Figure 4. — Cutaneous xanthomatosis and severe pruritus in diet-fed LDLr^−/−/apoA-I^−/− and LDLr^−/− mice. A: External appearance of a 14-week diet-fed male LDLr^−/−/apoA-I^−/− mouse, compared to a 14-week diet-fed female LDLr^−/−/apoA-I^−/− mouse (B). Female mice began showing severe ulcerated lesions on the abdomen, neck, and front limbs after approximately 9 weeks of consuming the atherogenic diet (containing 0.1% cholesterol, 10% palm oil). C: The skin lesions affecting the double-knockout mice were distinct from the hair loss and scaly thickened skin occasionally seen in diet-fed LDLr^−/− mice (C). D: Frequency of ulcerated lesions in male and female LDLr^−/−/apoA-I^−/− mice after 14 weeks.

Skin lesions observed in our > 9-week diet-fed LDLr^−/−/ apoA-I^−/− mice appeared to be more similar to lesions reported in diet-fed LDLr^−/−/ABCA1^−/− and apoE^−/−/ABCA1^−/− mice. 35 In this study, chow-fed apoE^−/−/ABCA1^−/− and diet-fed LDLr^−/−/ABCA1^−/− mice showed cutaneous abnormalities at an early age and were characterized by the presence of ulcerations and excoriations leading to pruritus. 35 Quantification of skin cholesterol in apoE^−/−/ABCA1^−/− mice indicated that free cholesterol increased 2.5-fold and cholesterol esters increased 7.5-fold compared to age- and gender-matched apoE^−/− mouse skin, concluding that lipid accumulation and severity of cell infiltrates were independent of gender and correlated more significantly with age.
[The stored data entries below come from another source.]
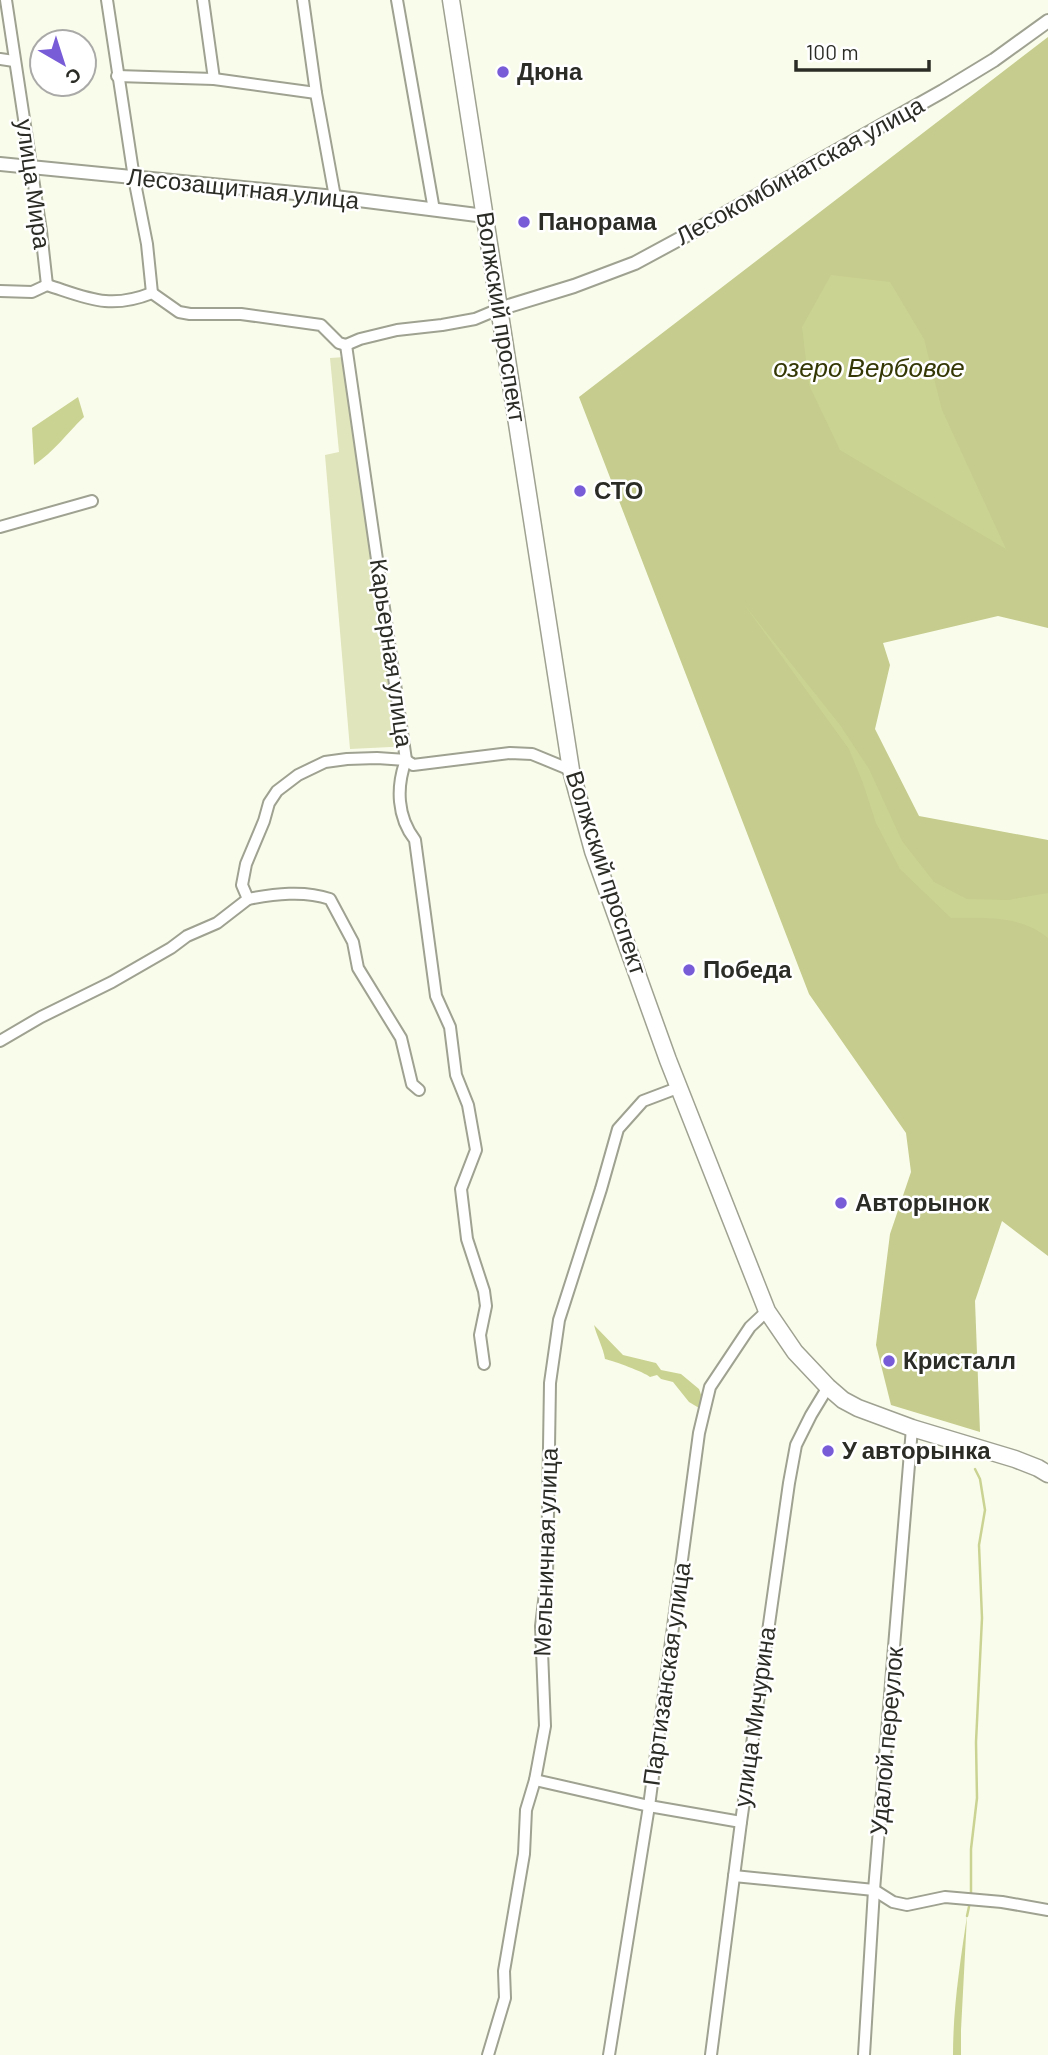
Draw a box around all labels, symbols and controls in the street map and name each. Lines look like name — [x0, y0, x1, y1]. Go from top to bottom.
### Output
north arrow — [28, 28, 98, 98]
scale bar — [796, 28, 929, 72]
text: 100 m — [806, 39, 859, 64]
place label: Дюна — [517, 56, 583, 85]
text: С — [61, 63, 87, 90]
marker: Дюна — [495, 64, 511, 80]
street label: Лесокомбинатская улица — [670, 89, 929, 250]
street label: улица Мира — [11, 117, 58, 251]
street label: Лесозащитная улица — [126, 161, 361, 214]
place label: Панорама — [538, 206, 657, 235]
street label: Волжский проспект — [472, 209, 533, 424]
marker: Панорама — [516, 214, 532, 230]
water label: озеро Вербовое — [773, 351, 965, 382]
place label: СТО — [594, 475, 643, 504]
marker: СТО — [572, 483, 588, 499]
street label: Карьерная улица — [365, 557, 420, 750]
street label: Волжский проспект — [561, 767, 654, 978]
place label: Победа — [703, 954, 792, 983]
marker: Победа — [681, 962, 697, 978]
place label: Авторынок — [855, 1187, 990, 1216]
marker: Авторынок — [833, 1195, 849, 1211]
place label: Кристалл — [903, 1345, 1016, 1374]
marker: Кристалл — [881, 1353, 897, 1369]
place label: У авторынка — [842, 1435, 991, 1464]
marker: У авторынка — [820, 1443, 836, 1459]
street label: Мельничная улица — [526, 1446, 563, 1657]
street label: Партизанская улица — [635, 1559, 696, 1788]
street label: улица Мичурина — [727, 1624, 781, 1809]
street label: Удалой переулок — [863, 1645, 908, 1836]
However, our results showed that ulcerated skin lesions were more prevalent in diet-fed female LDLr^−/−/apoA-I^−/− mice than males, but with time lesions also developed in male LDLr^−/−/apoA-I^−/− mice, and by 14 weeks of diet-feeding approximately 60% of male LDLr^−/−/apoA-I^−/− mice had ulcerated lesions as shown by the graph in Figure 4D ▶ .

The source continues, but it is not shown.